Activity. In the entries below, find the line with "Map reading. Summarize" and the line with "Transcribe the names"; give again those lines and every line between them, exactly.

Data.
----------
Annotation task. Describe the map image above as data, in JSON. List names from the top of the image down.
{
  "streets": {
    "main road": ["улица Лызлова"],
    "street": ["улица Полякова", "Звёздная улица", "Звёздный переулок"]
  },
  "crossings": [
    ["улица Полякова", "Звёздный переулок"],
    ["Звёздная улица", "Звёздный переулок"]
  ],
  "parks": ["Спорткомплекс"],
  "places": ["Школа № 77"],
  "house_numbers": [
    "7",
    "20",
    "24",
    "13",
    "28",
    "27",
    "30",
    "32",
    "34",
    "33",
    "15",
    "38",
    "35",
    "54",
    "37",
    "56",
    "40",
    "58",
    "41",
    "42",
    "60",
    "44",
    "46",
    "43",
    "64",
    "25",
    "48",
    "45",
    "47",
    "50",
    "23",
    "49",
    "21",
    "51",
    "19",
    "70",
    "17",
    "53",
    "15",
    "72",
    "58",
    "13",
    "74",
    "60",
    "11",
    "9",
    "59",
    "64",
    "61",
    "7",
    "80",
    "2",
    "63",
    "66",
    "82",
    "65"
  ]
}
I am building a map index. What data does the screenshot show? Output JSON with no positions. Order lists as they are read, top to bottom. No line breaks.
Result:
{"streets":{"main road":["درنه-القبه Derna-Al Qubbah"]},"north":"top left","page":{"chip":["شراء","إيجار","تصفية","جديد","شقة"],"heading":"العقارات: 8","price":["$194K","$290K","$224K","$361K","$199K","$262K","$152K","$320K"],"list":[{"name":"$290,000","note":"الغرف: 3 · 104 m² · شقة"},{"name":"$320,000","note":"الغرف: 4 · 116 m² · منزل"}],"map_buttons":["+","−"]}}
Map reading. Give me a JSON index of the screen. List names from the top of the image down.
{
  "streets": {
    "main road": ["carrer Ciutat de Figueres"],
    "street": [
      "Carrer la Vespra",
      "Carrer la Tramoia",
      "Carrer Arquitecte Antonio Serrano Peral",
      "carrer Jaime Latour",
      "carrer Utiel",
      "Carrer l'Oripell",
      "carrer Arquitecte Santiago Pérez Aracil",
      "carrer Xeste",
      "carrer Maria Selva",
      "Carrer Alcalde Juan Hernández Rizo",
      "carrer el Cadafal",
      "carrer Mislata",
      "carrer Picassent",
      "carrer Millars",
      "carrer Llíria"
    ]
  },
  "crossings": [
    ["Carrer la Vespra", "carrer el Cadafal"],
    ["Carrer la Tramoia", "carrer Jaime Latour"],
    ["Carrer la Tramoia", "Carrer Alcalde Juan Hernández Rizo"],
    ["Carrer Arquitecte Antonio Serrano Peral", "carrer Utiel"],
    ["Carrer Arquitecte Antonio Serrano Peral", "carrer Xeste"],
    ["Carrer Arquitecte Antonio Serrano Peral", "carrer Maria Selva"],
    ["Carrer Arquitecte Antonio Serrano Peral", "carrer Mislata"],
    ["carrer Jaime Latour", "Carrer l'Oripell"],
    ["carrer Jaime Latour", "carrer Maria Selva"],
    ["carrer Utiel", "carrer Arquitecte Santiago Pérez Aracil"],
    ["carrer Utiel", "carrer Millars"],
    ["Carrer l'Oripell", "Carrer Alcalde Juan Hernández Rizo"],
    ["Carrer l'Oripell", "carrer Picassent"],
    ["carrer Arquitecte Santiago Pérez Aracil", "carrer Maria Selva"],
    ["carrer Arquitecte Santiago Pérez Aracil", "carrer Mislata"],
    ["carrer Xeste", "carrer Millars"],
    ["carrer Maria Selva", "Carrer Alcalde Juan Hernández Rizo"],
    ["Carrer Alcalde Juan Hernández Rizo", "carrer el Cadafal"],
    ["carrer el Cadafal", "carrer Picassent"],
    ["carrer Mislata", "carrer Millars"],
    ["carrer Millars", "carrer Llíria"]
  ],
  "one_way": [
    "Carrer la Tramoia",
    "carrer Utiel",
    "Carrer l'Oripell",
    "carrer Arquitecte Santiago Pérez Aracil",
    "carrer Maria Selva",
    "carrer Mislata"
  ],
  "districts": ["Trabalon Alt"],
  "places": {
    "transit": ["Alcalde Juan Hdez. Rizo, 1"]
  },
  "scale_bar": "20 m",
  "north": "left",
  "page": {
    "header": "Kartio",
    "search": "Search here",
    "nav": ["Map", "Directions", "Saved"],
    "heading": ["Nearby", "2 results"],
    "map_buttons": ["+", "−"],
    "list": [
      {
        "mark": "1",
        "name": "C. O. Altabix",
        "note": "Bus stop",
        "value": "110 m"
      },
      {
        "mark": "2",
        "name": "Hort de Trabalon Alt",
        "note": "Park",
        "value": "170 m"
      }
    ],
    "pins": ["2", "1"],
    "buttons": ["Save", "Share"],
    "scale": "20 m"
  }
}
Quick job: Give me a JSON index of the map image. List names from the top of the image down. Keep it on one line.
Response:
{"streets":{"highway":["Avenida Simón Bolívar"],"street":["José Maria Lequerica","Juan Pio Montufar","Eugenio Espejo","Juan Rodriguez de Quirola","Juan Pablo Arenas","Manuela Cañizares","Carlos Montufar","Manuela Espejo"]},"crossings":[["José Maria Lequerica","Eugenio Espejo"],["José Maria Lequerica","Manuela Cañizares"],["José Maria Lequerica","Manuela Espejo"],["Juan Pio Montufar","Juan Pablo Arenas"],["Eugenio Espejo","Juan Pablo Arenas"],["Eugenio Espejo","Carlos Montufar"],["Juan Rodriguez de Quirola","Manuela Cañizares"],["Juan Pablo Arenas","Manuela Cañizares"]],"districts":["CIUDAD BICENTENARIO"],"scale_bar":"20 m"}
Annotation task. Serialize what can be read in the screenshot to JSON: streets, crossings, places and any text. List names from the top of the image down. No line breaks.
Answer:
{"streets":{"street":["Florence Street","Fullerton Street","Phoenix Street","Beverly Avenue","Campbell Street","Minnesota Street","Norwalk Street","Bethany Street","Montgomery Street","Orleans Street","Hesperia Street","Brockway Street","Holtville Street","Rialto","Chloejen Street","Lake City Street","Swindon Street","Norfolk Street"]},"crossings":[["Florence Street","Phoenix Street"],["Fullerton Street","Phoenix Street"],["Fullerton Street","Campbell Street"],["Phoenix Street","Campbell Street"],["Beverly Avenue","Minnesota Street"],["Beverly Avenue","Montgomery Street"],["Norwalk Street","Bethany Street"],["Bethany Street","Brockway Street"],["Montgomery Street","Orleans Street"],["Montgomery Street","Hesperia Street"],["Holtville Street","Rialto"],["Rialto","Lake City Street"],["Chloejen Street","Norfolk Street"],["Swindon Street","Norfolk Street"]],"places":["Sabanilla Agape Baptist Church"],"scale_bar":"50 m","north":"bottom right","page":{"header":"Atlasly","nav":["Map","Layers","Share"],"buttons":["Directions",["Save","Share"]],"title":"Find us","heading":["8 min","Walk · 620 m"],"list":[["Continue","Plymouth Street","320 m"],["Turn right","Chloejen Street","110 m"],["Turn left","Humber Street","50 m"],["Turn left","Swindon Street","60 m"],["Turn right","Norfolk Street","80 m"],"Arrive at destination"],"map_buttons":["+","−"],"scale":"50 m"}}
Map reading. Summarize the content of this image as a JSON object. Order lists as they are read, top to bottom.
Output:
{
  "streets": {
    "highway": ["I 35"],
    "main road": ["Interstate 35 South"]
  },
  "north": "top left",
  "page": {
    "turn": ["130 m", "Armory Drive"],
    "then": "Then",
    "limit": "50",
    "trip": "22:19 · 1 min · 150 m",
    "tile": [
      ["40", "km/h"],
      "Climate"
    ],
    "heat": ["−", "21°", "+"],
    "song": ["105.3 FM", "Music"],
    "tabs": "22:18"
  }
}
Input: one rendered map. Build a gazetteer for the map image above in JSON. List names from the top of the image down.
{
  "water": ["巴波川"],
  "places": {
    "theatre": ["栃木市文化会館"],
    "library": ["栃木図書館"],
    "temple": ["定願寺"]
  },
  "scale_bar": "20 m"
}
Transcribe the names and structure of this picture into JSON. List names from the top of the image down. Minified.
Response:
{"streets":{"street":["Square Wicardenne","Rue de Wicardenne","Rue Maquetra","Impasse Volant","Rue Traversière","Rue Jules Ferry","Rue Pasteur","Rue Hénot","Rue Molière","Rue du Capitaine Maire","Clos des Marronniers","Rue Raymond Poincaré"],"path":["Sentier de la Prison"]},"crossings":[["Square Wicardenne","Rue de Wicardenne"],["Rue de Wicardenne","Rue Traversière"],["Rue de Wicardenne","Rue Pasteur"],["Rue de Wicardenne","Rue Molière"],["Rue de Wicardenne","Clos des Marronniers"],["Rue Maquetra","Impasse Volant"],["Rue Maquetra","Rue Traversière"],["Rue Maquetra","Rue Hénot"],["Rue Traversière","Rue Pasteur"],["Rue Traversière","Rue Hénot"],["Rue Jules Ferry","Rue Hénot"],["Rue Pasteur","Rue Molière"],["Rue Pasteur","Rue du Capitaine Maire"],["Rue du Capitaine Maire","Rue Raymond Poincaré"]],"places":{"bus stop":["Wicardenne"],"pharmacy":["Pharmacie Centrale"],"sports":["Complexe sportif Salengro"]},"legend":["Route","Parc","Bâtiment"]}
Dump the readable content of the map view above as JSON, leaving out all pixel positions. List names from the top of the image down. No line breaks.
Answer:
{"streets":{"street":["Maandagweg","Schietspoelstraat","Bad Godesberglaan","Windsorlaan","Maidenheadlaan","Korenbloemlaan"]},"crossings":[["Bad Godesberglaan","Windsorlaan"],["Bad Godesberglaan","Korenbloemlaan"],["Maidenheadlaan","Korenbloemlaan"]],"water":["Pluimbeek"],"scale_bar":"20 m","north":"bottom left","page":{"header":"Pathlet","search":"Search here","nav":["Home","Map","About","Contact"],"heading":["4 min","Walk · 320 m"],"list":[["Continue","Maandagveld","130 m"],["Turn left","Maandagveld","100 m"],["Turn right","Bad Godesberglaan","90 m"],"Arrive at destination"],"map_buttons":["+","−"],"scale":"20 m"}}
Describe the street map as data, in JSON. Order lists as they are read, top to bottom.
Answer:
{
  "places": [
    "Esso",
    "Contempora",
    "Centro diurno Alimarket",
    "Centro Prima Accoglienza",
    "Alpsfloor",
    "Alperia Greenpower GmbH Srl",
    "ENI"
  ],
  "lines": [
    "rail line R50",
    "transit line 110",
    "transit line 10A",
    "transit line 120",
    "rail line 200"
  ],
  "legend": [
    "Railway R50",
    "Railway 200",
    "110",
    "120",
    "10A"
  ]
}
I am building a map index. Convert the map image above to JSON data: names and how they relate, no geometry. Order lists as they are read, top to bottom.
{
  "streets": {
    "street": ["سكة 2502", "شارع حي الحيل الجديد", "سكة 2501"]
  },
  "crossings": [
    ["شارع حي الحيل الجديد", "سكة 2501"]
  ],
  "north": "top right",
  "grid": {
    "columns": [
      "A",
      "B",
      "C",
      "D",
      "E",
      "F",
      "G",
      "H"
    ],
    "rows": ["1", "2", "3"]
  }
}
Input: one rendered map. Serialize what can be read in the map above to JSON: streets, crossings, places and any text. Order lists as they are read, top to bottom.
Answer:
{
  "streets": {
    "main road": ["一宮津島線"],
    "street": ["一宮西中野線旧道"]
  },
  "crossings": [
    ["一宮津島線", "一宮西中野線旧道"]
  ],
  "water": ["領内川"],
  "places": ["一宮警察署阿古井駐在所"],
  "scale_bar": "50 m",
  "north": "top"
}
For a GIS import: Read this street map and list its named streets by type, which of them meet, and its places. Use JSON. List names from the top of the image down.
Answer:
----------
Solved problem.
Map reading. Summarize the content of this image as a JSON object. Order lists as they are read, top to bottom.
Output:
{
  "streets": {
    "highway": ["I 35"],
    "main road": ["Interstate 35 South"]
  },
  "north": "top left",
  "page": {
    "turn": ["130 m", "Armory Drive"],
    "then": "Then",
    "limit": "50",
    "trip": "22:19 · 1 min · 150 m",
    "tile": [
      ["40", "km/h"],
      "Climate"
    ],
    "heat": ["−", "21°", "+"],
    "song": ["105.3 FM", "Music"],
    "tabs": "22:18"
  }
}
Input: one rendered map. Build a gazetteer for the map image above in JSON. List names from the top of the image down.
{
  "water": ["巴波川"],
  "places": {
    "theatre": ["栃木市文化会館"],
    "library": ["栃木図書館"],
    "temple": ["定願寺"]
  },
  "scale_bar": "20 m"
}
Transcribe the names and structure of this picture into JSON. List names from the top of the image down. Minified.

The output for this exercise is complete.